Yes I feel that floating windows are rather counter to the concept of ion
- but even so, that's quite different from "it can't work".
Although my applications are anything but well behaved. Fortunately
vncviewer (the worst culprit in my mind) finds it hard to jump across the
screens (even under xinerama) so stays jumping to the last selected frame
on the one screen, allowing me to work on this one :)
I'm guessing you're agnostic since you seem to detest religion so much.
I'm just godless. (Good you didn't think of me as an atheist.)
Atheism is a faith position - you seemed to eschew that vehemently, but at
least you're consistent. (even if you are wrong ;-p )

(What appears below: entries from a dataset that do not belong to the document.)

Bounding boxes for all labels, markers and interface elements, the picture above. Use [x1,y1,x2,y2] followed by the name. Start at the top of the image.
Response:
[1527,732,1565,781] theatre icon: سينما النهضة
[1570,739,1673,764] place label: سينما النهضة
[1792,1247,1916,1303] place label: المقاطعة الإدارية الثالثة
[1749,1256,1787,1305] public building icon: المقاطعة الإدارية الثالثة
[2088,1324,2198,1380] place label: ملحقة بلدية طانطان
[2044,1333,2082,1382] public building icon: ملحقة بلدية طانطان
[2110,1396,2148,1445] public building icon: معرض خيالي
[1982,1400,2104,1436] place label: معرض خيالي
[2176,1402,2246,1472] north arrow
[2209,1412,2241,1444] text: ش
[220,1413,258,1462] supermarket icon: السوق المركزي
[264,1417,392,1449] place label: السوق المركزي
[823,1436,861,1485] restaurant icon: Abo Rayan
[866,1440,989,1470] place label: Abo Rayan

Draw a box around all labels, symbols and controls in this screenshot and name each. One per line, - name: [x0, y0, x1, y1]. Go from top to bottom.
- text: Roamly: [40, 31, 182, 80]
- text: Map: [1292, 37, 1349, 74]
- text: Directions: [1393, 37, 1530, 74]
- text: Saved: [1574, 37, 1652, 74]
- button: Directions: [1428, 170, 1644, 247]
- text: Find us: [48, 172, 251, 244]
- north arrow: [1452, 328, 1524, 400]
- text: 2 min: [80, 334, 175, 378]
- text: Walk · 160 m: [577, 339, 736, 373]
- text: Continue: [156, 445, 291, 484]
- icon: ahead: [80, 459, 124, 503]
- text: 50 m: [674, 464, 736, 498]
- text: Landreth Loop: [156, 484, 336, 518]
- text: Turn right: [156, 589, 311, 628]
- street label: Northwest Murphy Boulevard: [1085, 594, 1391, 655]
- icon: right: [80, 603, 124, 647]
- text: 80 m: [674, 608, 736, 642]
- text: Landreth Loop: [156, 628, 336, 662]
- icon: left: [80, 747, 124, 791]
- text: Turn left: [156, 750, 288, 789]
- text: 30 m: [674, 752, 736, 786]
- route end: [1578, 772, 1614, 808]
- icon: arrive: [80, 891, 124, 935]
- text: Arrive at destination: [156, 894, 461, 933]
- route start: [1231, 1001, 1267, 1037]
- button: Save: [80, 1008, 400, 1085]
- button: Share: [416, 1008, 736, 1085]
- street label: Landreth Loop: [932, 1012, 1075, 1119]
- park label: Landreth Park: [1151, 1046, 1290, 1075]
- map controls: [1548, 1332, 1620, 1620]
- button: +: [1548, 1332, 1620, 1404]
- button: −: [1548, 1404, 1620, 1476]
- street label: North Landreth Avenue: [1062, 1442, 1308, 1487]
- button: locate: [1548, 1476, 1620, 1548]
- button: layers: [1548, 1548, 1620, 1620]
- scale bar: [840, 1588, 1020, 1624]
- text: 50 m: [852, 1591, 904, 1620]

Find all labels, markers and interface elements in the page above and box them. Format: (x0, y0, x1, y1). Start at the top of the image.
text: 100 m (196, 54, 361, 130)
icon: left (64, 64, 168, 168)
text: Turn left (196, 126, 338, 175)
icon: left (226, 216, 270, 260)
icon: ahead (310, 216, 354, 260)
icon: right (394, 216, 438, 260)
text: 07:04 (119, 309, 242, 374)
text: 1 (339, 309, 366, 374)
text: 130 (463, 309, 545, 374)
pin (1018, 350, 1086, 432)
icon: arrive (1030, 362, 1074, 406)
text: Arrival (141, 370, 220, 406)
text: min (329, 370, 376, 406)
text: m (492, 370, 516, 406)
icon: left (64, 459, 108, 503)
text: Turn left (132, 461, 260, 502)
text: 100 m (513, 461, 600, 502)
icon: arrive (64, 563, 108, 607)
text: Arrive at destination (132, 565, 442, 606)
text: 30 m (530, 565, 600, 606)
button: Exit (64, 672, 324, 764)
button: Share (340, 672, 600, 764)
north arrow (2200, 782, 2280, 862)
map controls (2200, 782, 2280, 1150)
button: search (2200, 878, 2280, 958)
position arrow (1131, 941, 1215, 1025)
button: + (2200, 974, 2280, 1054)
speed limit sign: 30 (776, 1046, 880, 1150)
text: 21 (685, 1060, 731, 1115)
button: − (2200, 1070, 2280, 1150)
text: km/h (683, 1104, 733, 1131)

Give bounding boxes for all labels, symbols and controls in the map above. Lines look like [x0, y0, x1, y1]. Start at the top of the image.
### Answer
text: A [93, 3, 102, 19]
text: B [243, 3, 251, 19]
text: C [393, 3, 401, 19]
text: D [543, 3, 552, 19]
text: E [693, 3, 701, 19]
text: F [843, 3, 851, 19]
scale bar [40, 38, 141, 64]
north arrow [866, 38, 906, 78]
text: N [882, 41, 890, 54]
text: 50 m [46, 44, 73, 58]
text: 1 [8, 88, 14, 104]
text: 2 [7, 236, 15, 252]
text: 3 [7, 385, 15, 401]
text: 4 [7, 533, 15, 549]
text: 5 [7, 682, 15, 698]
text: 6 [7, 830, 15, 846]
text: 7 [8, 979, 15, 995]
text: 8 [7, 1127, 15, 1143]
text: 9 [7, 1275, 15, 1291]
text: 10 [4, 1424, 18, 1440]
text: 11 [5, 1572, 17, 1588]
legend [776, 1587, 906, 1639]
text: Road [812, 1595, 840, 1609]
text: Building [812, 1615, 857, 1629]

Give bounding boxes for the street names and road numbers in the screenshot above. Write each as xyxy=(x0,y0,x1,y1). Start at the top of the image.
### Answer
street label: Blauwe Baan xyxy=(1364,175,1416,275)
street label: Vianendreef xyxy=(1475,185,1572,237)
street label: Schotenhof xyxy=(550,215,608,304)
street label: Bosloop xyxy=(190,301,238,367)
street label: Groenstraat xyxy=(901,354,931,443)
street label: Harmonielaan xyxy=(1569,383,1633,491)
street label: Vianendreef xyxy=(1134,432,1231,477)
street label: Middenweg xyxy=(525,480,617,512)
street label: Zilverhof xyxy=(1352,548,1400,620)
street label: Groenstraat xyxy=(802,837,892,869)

Speaking of which, I recently watched the latest diatribe by Richard
Dawkins and, well, that guy chants "Science and Reason" more frequently
and with more fervor than US propaganda goes on about "Freedom and
Democracy".
Ah - the athiest who claims he has no faith. He chants most things more
frequently than anyone - he's probably figured out that he is in a faith
position and can't work out how to back down... </off topic>
Subjectivity is the key. But the practises of the FOSS herd do not
support subjective tastes.
Of course not - though shalt be clones.
Seriously - I agree with you, but as the whole thing doesn't support
abstractions of context from presentation we have to work with what we
have (unless you want to fork/reimplement the whole shooting match) That's
one of the problems with any long project. Abstraction is easy in short
term tightly defined projects.
Or with hindsight.
But by then it's expensive.
Cryptic config is a pain wherever it is, but it's not as if the ion
config file is stable in syntax.
You're talking about software in development stage.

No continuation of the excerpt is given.